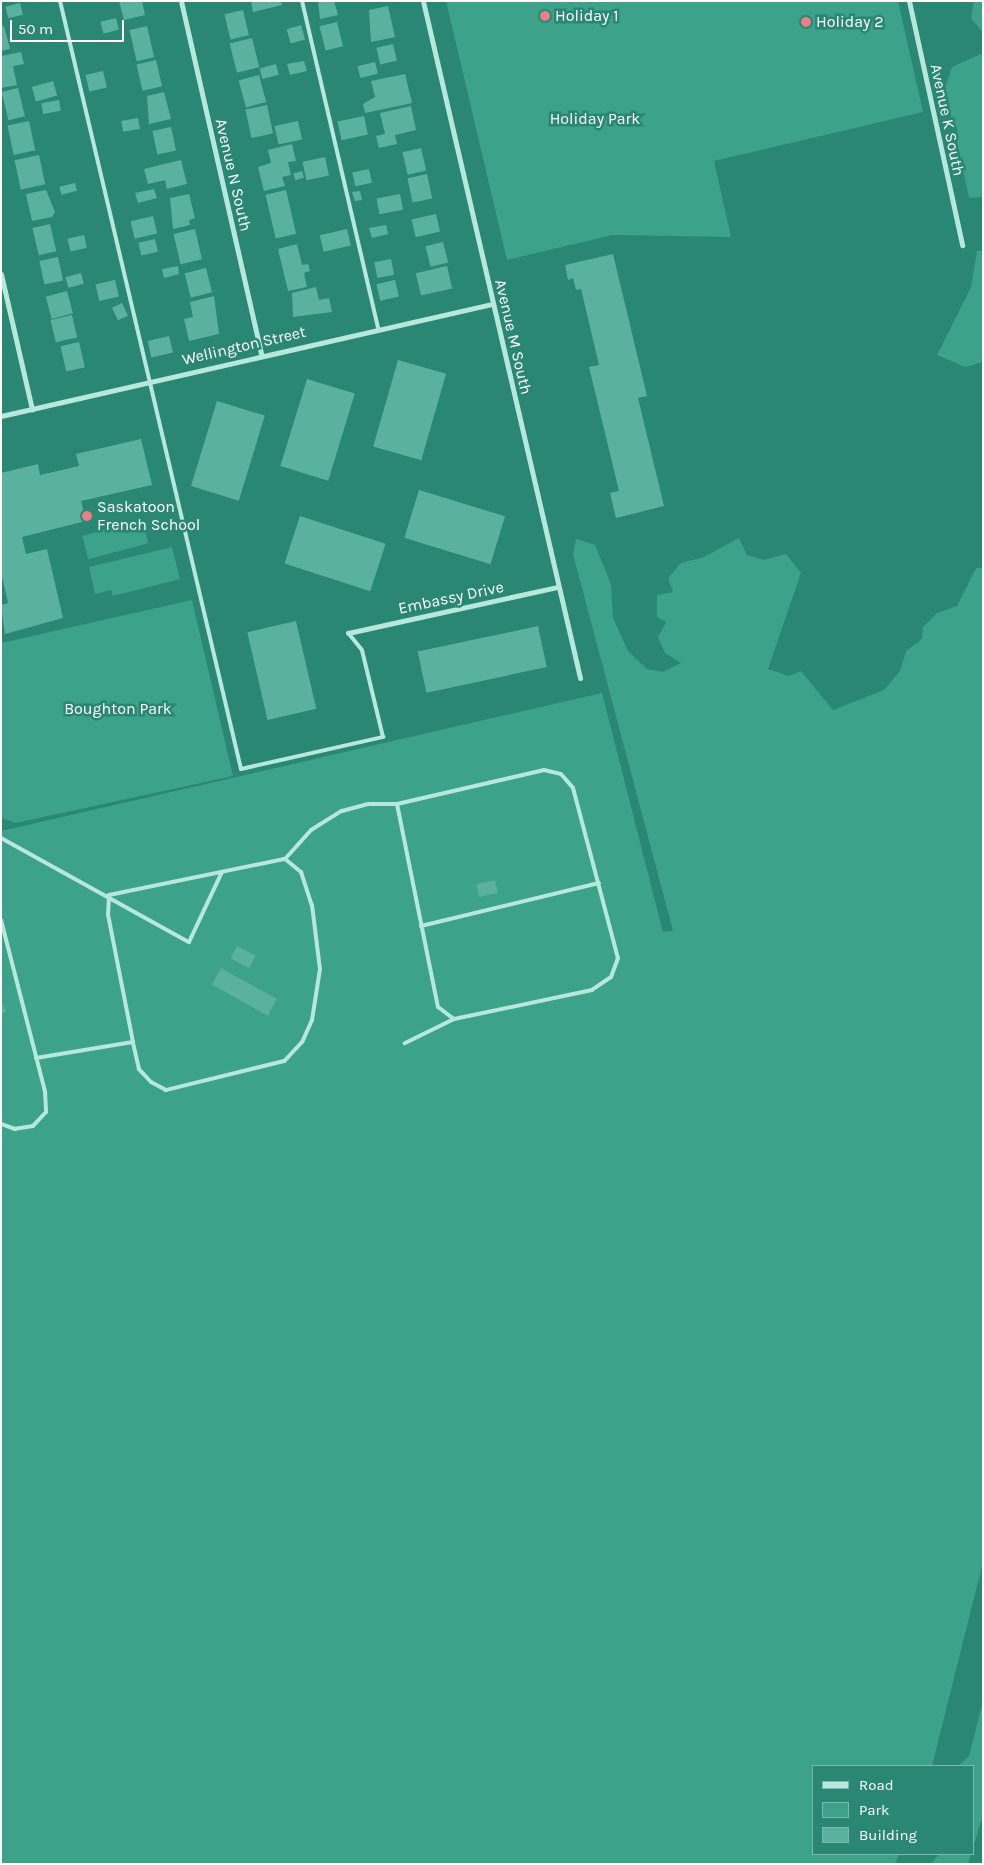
<!DOCTYPE html>
<html>
<head>
<meta charset="utf-8">
<style>
	body { margin:0 }
	#map { position:relative; width:984px; height:1865px; overflow:hidden; background:#2a8773; font-family:Karla,sans-serif }
	div>[style] { position:absolute }
	[style*='--x'] { left:calc(var(--x)*1px); top:calc(var(--y)*1px); width:calc(var(--w)*1px); rotate:calc(var(--a)*1deg) }
	.green>* { inset:0; background:#3ca28a; transform-origin:0 0 }
	.building>* { inset:0; background:#5ab29e; transform-origin:0 0 }
	.service>* { height:4px; margin:-2px; padding:0 2px; transform-origin:2px; border-radius:2px; background:#b6e8dc }
	.minor>* { height:5px; margin:-2.5px; padding:0 2.5px; transform-origin:2.5px; border-radius:2.5px; background:#b6e8dc }
	.dots>* { width:14px; height:14px; translate:-50% -50%; box-sizing:border-box; border:2px solid #2a8773; border-radius:50% }
	span { translate:-50% -50%; white-space:nowrap; text-align:center; line-height:1.15; -webkit-text-stroke:5px #2a8773; paint-order:stroke }
	.poi-label { font-size:16px; color:#fff }
	.left { translate:0 -50%; text-align:left }
	.park-label { font-size:16px; color:#fff }
	.street-label { font-size:16px; color:#fff }
	.frame { position:absolute; inset:0; border:2px solid #fff; pointer-events:none }
	.legend { position:absolute; left:812px; top:1765px; width:162px; height:90px; box-sizing:border-box; background:#2a8773; border:1px solid #7fb7ab; margin:0; padding:6px 9px; list-style:none; font-size:15px; color:#fff }
	.legend li { display:flex; align-items:center; gap:10px; height:25px }
	.legend b { width:25px; border:1px solid #7fb7ab }
	.scale { position:absolute; left:10px; top:20px; width:114px; height:22px; box-sizing:border-box; border:2px solid #fff; border-top:0; padding-left:6px; font-size:15px; line-height:18px; white-space:nowrap; color:#fff; -webkit-text-stroke:4px #2a8773; paint-order:stroke }
</style>
</head>
<body>
<div id="map">
	<div class="green">
		<i style="clip-path:polygon(446px 1px,898px 1px,923px 112px,714px 161px,731px 237px,612px 235px,507px 260px)"></i>
		<i style="clip-path:polygon(974px 1px,983px 1px,983px 32px,971px 19px)"></i>
		<i style="clip-path:polygon(983px 53px,983px 197px,969px 198px,945px 88px,952px 67px)"></i>
		<i style="clip-path:polygon(977px 251px,983px 251px,983px 362px,965px 367px,937px 355px,971px 287px)"></i>
		<i style="left:142px;top:520px;width:24px;height:62px;rotate:75deg"></i>
		<i style="clip-path:polygon(739px 538px,747px 555px,764px 560px,786px 554px,801px 573px,768px 669px,789px 676px,801px 671px,833px 710px,884px 690px,900px 671px,906px 651px,922px 639px,923px 627px,937px 613px,957px 606px,976px 568px,983px 568px,983px 1562px,932px 1766px,813px 1766px,813px 1854px,899px 1854px,895px 1864px,1px 1864px,1px 831px,602px 693px,663px 932px,673px 931px,573px 554px,576px 539px,595px 545px,611px 584px,613px 618px,628px 651px,647px 669px,663px 672px,681px 663px,665px 653px,658px 637px,666px 622px,657px 617px,657px 595px,673px 592px,668px 578px,681px 563px,704px 557px)"></i>
		<i style="clip-path:polygon(172px 547px,180px 579px,113px 596px,111px 590px,95px 594px,89px 567px)"></i>
		<i style="clip-path:polygon(192px 600px,233px 776px,16px 823px,1px 818px,1px 643px)"></i>
		<i style="clip-path:polygon(983px 1701px,983px 1815px,973px 1848px,973px 1766px,958px 1766px,969px 1756px)"></i>
		<i style="clip-path:polygon(939px 1854px,971px 1854px,968px 1864px,931px 1864px)"></i>
	</div>
	<div class="building">
		<i style="clip-path:polygon(119px 1px,142px 1px,145px 15px,124px 20px)"></i>
		<i style="clip-path:polygon(251px 1px,281px 1px,282px 5px,253px 12px)"></i>
		<i style="clip-path:polygon(318px 1px,334px 1px,338px 15px,320px 19px)"></i>
		<i style="left:20px;top:3px;width:12px;height:15px;rotate:76deg"></i>
		<i style="clip-path:polygon(388px 6px,395px 37px,371px 42px,369px 10px)"></i>
		<i style="left:243px;top:10px;width:26px;height:19px;rotate:77deg"></i>
		<i style="left:116px;top:18px;width:12px;height:16px;rotate:76deg"></i>
		<i style="left:337px;top:22px;width:25px;height:18px;rotate:76deg"></i>
		<i style="left:301px;top:25px;width:15px;height:15px;rotate:74deg"></i>
		<i style="clip-path:polygon(4px 26px,10px 49px,1px 51px,1px 27px)"></i>
		<i style="left:147px;top:26px;width:32px;height:18px;rotate:77deg"></i>
		<i style="left:252px;top:38px;width:30px;height:23px;rotate:76deg"></i>
		<i style="left:393px;top:44px;width:17px;height:17px;rotate:77deg"></i>
		<i style="clip-path:polygon(21px 52px,24px 64px,13px 66px,17px 85px,1px 88px,1px 56px)"></i>
		<i style="left:156px;top:60px;width:27px;height:20px;rotate:77deg"></i>
		<i style="clip-path:polygon(304px 61px,307px 71px,290px 75px,287px 64px)"></i>
		<i style="left:375px;top:62px;width:12px;height:18px;rotate:76deg"></i>
		<i style="left:276px;top:64px;width:11px;height:17px;rotate:75deg"></i>
		<i style="left:103px;top:71px;width:17px;height:18px;rotate:77deg"></i>
		<i style="clip-path:polygon(405px 74px,412px 103px,365px 113px,363px 104px,375px 97px,371px 81px)"></i>
		<i style="left:259px;top:75px;width:28px;height:21px;rotate:75deg"></i>
		<i style="left:53px;top:81px;width:15px;height:22px;rotate:74deg"></i>
		<i style="left:18px;top:88px;width:29px;height:17px;rotate:76deg"></i>
		<i style="clip-path:polygon(164px 92px,171px 119px,149px 124px,147px 96px)"></i>
		<i style="left:59px;top:100px;width:11px;height:18px;rotate:80deg"></i>
		<i style="left:267px;top:105px;width:29px;height:22px;rotate:78deg"></i>
		<i style="clip-path:polygon(411px 106px,416px 130px,395px 135px,397px 144px,379px 148px,376px 136px,385px 134px,380px 113px)"></i>
		<i style="left:364px;top:116px;width:19px;height:27px;rotate:78deg"></i>
		<i style="left:138px;top:118px;width:11px;height:17px;rotate:80deg"></i>
		<i style="left:29px;top:121px;width:30px;height:22px;rotate:78deg"></i>
		<i style="left:298px;top:121px;width:19px;height:24px;rotate:78deg"></i>
		<i style="left:171px;top:127px;width:24px;height:19px;rotate:78deg"></i>
		<i style="clip-path:polygon(292px 144px,296px 161px,288px 162px,291px 175px,282px 177px,285px 186px,264px 191px,258px 167px,271px 163px,268px 150px)"></i>
		<i style="left:421px;top:148px;width:23px;height:19px;rotate:77deg"></i>
		<i style="left:39px;top:155px;width:30px;height:25px;rotate:78deg"></i>
		<i style="left:325px;top:157px;width:19px;height:23px;rotate:78deg"></i>
		<i style="clip-path:polygon(181px 160px,187px 184px,167px 189px,165px 180px,148px 184px,144px 169px)"></i>
		<i style="left:369px;top:169px;width:14px;height:17px;rotate:78deg"></i>
		<i style="left:302px;top:171px;width:7px;height:9px;rotate:74deg"></i>
		<i style="left:427px;top:174px;width:25px;height:20px;rotate:78deg"></i>
		<i style="left:75px;top:183px;width:8px;height:16px;rotate:76deg"></i>
		<i style="clip-path:polygon(154px 189px,157px 198px,138px 203px,135px 193px)"></i>
		<i style="clip-path:polygon(46px 190px,55px 212px,52px 217px,32px 221px,26px 194px)"></i>
		<i style="left:286px;top:190px;width:45px;height:21px;rotate:77deg"></i>
		<i style="clip-path:polygon(360px 191px,362px 200px,355px 201px,352px 192px)"></i>
		<i style="clip-path:polygon(189px 194px,195px 218px,189px 220px,190px 225px,173px 229px,170px 198px)"></i>
		<i style="left:400px;top:194px;width:16px;height:24px;rotate:79deg"></i>
		<i style="left:436px;top:214px;width:18px;height:25px;rotate:77deg"></i>
		<i style="left:153px;top:216px;width:18px;height:23px;rotate:77deg"></i>
		<i style="left:50px;top:224px;width:28px;height:18px;rotate:77deg"></i>
		<i style="clip-path:polygon(386px 225px,388px 234px,372px 238px,369px 228px)"></i>
		<i style="left:195px;top:229px;width:31px;height:22px;rotate:77deg"></i>
		<i style="left:347px;top:229px;width:17px;height:28px;rotate:77deg"></i>
		<i style="left:84px;top:235px;width:13px;height:17px;rotate:77deg"></i>
		<i style="left:155px;top:239px;width:13px;height:17px;rotate:77deg"></i>
		<i style="left:443px;top:242px;width:21px;height:18px;rotate:76deg"></i>
		<i style="clip-path:polygon(297px 244px,302px 265px,308px 264px,310px 271px,304px 273px,307px 287px,288px 291px,278px 249px)"></i>
		<i style="clip-path:polygon(613px 254px,647px 396px,638px 398px,664px 506px,616px 518px,610px 493px,619px 491px,589px 367px,599px 365px,581px 289px,576px 290px,573px 278px,568px 280px,565px 265px)"></i>
		<i style="left:58px;top:257px;width:24px;height:19px;rotate:78deg"></i>
		<i style="left:391px;top:259px;width:16px;height:17px;rotate:79deg"></i>
		<i style="clip-path:polygon(178px 266px,179px 274px,164px 278px,162px 269px)"></i>
		<i style="left:447px;top:266px;width:23px;height:32px;rotate:77deg"></i>
		<i style="left:206px;top:268px;width:25px;height:22px;rotate:76deg"></i>
		<i style="left:81px;top:273px;width:11px;height:16px;rotate:75deg"></i>
		<i style="left:115px;top:280px;width:17px;height:20px;rotate:77deg"></i>
		<i style="left:395px;top:280px;width:17px;height:19px;rotate:77deg"></i>
		<i style="clip-path:polygon(316px 287px,319px 300px,329px 298px,332px 312px,293px 317px,292px 293px)"></i>
		<i style="left:67px;top:291px;width:23px;height:22px;rotate:75deg"></i>
		<i style="clip-path:polygon(214px 296px,219px 334px,189px 341px,184px 319px,193px 317px,190px 302px)"></i>
		<i style="left:122px;top:303px;width:14px;height:11px;rotate:65deg"></i>
		<i style="left:72px;top:315px;width:23px;height:22px;rotate:77deg"></i>
		<i style="left:169px;top:336px;width:17px;height:22px;rotate:77deg"></i>
		<i style="left:79px;top:342px;width:26px;height:19px;rotate:77deg"></i>
		<i style="left:398px;top:360px;width:50px;height:90px;rotate:16deg"></i>
		<i style="left:307px;top:379px;width:50px;height:91px;rotate:17deg"></i>
		<i style="left:217px;top:401px;width:50px;height:89px;rotate:17deg"></i>
		<i style="clip-path:polygon(141px 439px,152px 485px,81px 501px,86px 521px,22px 537px,26px 554px,47px 549px,63px 618px,5px 634px,1px 605px,8px 603px,1px 572px,1px 473px,38px 464px,40px 475px,79px 466px,76px 454px)"></i>
		<i style="left:419px;top:490px;width:90px;height:50px;rotate:17deg"></i>
		<i style="left:300px;top:516px;width:90px;height:50px;rotate:18deg"></i>
		<i style="left:296px;top:621px;width:90px;height:50px;rotate:77deg"></i>
		<i style="left:538px;top:626px;width:42px;height:123px;rotate:78deg"></i>
		<i style="left:495px;top:880px;width:13px;height:19px;rotate:77deg"></i>
		<i style="left:237px;top:946px;width:21px;height:14px;rotate:28deg"></i>
		<i style="left:221px;top:968px;width:64px;height:19px;rotate:29deg"></i>
		<i style="clip-path:polygon(1px 1000px,6px 1012px,1px 1013px)"></i>
	</div>
	<div class="service">
		<i style="--x:60;--y:1;--w:789;--a:76.74"></i>
		<i style="--x:241;--y:769;--w:146;--a:-12.7"></i>
		<i style="--x:383;--y:737;--w:89;--a:-103.6"></i>
		<i style="--x:362;--y:650;--w:22;--a:-129"></i>
		<i style="--x:302;--y:1;--w:336;--a:76.9"></i>
		<i style="--x:397;--y:804;--w:207;--a:78.6"></i>
		<i style="--x:438;--y:1007;--w:20;--a:37"></i>
		<i style="--x:1;--y:838;--w:215;--a:29"></i>
		<i style="--x:189;--y:942;--w:77;--a:-64.8"></i>
		<i style="--x:285;--y:859;--w:21;--a:39"></i>
		<i style="--x:301;--y:872;--w:35;--a:72"></i>
		<i style="--x:312;--y:905;--w:64;--a:82.9"></i>
		<i style="--x:320;--y:969;--w:52;--a:98.9"></i>
		<i style="--x:312;--y:1020;--w:24;--a:114"></i>
		<i style="--x:302;--y:1042;--w:26;--a:133"></i>
		<i style="--x:284;--y:1061;--w:122;--a:166.2"></i>
		<i style="--x:166;--y:1090;--w:17;--a:-152"></i>
		<i style="--x:151;--y:1082;--w:18;--a:-133"></i>
		<i style="--x:139;--y:1069;--w:28;--a:-103"></i>
		<i style="--x:133;--y:1042;--w:129;--a:-101.1"></i>
		<i style="--x:108;--y:915;--w:20;--a:-87"></i>
		<i style="--x:109;--y:895;--w:180;--a:-11.6"></i>
		<i style="--x:285;--y:859;--w:39;--a:-48"></i>
		<i style="--x:311;--y:830;--w:36;--a:-32"></i>
		<i style="--x:342;--y:811;--w:28;--a:-15"></i>
		<i style="--x:369;--y:804;--w:28;--a:0"></i>
		<i style="--x:397;--y:804;--w:151;--a:-13"></i>
		<i style="--x:544;--y:770;--w:17;--a:13"></i>
		<i style="--x:561;--y:774;--w:18;--a:49"></i>
		<i style="--x:573;--y:788;--w:176;--a:75.2"></i>
		<i style="--x:618;--y:958;--w:20;--a:110"></i>
		<i style="--x:611;--y:977;--w:23;--a:146"></i>
		<i style="--x:592;--y:990;--w:141;--a:168.1"></i>
		<i style="--x:454;--y:1019;--w:55;--a:153.9"></i>
		<i style="--x:1;--y:920;--w:177;--a:75.6"></i>
		<i style="--x:45;--y:1091;--w:21;--a:87"></i>
		<i style="--x:46;--y:1112;--w:19;--a:133"></i>
		<i style="--x:33;--y:1126;--w:18;--a:171"></i>
		<i style="--x:15;--y:1129;--w:15;--a:-160"></i>
		<i style="--x:421;--y:926;--w:183;--a:-13.6"></i>
		<i style="--x:36;--y:1058;--w:98;--a:-9.4"></i>
	</div>
	<div class="minor">
		<i style="--x:181;--y:1;--w:362;--a:77.2"></i>
		<i style="--x:423;--y:1;--w:695;--a:76.94"></i>
		<i style="--x:909;--y:1;--w:250;--a:77.7"></i>
		<i style="--x:1;--y:274;--w:139;--a:77.1"></i>
		<i style="--x:1;--y:416;--w:504;--a:-12.85"></i>
		<i style="--x:348;--y:633;--w:215;--a:-12.4"></i>
	</div>
	<div class="dots">
		<i style="left:545px;top:16px;background:#ee7e85"></i>
		<i style="left:806px;top:22px;background:#ee7e85"></i>
		<i style="left:87px;top:516px;background:#ee7e85"></i>
	</div>
	<div class="poi-label">
		<span class="left" style="left:555px;top:16px">Holiday 1</span>
		<span class="left" style="left:816px;top:22px">Holiday 2</span>
		<span class="left" style="left:97px;top:516px">Saskatoon<br>French School</span>
	</div>
	<div class="park-label">
		<span style="left:595px;top:119px">Holiday Park</span>
		<span style="left:118px;top:709px">Boughton Park</span>
	</div>
	<div class="street-label">
		<span style="left:947px;top:120px;rotate:78deg">Avenue K South</span>
		<span style="left:233px;top:175px;rotate:77deg">Avenue N South</span>
		<span style="left:513px;top:337px;rotate:77deg">Avenue M South</span>
		<span style="left:244px;top:346px;rotate:-13deg">Wellington Street</span>
		<span style="left:451px;top:598px;rotate:-12deg">Embassy Drive</span>
	</div>
	<div class="frame"></div>
	<ul class="legend">
	<li><b style="height:6px;background:#b6e8dc"></b>Road</li>
	<li><b style="height:14px;background:#3ca28a"></b>Park</li>
	<li><b style="height:14px;background:#5ab29e"></b>Building</li>
	</ul>
	<div class="scale">50 m</div>
</div>
</body>
</html>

+++

**Action item**
All lines with the string "border" must be copied from the data.

**Answer box**
	.service>* { height:4px; margin:-2px; padding:0 2px; transform-origin:2px; border-radius:2px; background:#b6e8dc }
	.minor>* { height:5px; margin:-2.5px; padding:0 2.5px; transform-origin:2.5px; border-radius:2.5px; background:#b6e8dc }
	.dots>* { width:14px; height:14px; translate:-50% -50%; box-sizing:border-box; border:2px solid #2a8773; border-radius:50% }
	.frame { position:absolute; inset:0; border:2px solid #fff; pointer-events:none }
	.legend { position:absolute; left:812px; top:1765px; width:162px; height:90px; box-sizing:border-box; background:#2a8773; border:1px solid #7fb7ab; margin:0; padding:6px 9px; list-style:none; font-size:15px; color:#fff }
	.legend b { width:25px; border:1px solid #7fb7ab }
	.scale { position:absolute; left:10px; top:20px; width:114px; height:22px; box-sizing:border-box; border:2px solid #fff; border-top:0; padding-left:6px; font-size:15px; line-height:18px; white-space:nowrap; color:#fff; -webkit-text-stroke:4px #2a8773; paint-order:stroke }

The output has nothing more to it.